1. Winthrop’s cost of living is 50% than the national average

Because it is virtually a part of Boston, Winthrop also has Boston’s exorbitant cost of living—50% higher than the national average—and everything else that comes with it. The average home in Winthrop costs about $627,510, which is significantly more than the average price of a property in the USA. 

Your grocery bill, utility bills, and transportation costs will all go up if you decide to relocate to Winthrop. On average, you should expect to pay $2,750 a month for an apartment, so renting here won’t be cheap.

2. The Winthrop School District serves the city

The Winthrop School District, with its four schools and around 2,000 pupils, is mainly responsible for providing education to the residents of Winthrop. Being so close to Boston also means that residents could potentially have access to various educational opportunities. 

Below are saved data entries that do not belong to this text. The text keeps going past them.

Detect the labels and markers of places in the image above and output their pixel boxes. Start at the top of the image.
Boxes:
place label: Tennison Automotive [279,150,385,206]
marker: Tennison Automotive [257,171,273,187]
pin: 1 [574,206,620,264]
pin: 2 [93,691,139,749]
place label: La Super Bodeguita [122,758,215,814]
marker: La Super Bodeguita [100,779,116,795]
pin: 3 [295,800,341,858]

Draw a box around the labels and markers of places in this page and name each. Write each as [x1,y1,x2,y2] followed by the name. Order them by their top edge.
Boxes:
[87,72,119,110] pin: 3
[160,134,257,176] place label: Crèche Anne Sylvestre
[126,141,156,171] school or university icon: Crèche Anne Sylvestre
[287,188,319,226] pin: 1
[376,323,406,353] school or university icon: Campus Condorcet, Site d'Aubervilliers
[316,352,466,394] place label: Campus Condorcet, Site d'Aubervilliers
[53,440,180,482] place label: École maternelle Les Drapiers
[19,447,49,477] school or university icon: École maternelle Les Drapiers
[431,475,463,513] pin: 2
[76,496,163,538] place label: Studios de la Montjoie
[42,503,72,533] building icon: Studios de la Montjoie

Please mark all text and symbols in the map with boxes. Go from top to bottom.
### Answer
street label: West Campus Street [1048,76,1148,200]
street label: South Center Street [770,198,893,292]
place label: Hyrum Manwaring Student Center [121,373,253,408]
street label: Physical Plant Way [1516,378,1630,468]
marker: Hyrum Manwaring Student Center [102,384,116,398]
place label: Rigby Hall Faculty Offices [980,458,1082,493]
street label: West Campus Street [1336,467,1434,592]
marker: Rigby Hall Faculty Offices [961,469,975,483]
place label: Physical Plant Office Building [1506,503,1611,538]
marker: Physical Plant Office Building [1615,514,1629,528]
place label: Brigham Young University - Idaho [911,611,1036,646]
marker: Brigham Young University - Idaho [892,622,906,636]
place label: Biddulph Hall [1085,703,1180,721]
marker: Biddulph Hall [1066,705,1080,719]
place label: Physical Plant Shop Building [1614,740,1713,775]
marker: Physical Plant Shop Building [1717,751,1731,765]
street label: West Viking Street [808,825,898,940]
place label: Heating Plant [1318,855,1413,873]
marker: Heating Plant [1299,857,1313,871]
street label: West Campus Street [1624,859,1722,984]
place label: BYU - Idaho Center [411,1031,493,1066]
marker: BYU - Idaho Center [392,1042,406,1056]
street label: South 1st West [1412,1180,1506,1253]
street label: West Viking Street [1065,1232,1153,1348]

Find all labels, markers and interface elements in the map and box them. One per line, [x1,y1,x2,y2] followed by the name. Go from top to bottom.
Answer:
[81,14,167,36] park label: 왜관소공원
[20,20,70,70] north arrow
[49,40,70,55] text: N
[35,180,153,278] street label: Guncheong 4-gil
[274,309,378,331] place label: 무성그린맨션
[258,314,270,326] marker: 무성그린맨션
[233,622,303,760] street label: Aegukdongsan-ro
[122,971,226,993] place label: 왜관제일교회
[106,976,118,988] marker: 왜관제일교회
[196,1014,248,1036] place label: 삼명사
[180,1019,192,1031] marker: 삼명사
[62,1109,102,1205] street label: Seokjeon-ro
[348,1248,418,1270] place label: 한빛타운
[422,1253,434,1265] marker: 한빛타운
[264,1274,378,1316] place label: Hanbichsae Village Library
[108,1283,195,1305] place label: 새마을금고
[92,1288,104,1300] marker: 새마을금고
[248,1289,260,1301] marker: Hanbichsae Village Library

Winningthrop High, Winthrop Middle, and Arthur T. Cummings Elementary are all excellent neighborhood schools. You can be certain that your child will thrive in Winthrop!

3. Winters are harsh while summers are pleasant

The weather in Winthrop is very similar to that of Boston, which is not surprising given that the two cities are so close together across the ocean. In most years, winters bring heavy snowfall, torrential downpours, and biting ocean winds, while summers are mild and pleasant. 

During the winter, temperatures will drop to 20 degrees Fahrenheit, while summertime highs will reach 83 degrees Fahrenheit. Rainfall in Winthrop is 48 inches per year, which is greater than the national average of 38 inches. The national average is 28 inches of snow, whereas Winthrop receives 44 inches. 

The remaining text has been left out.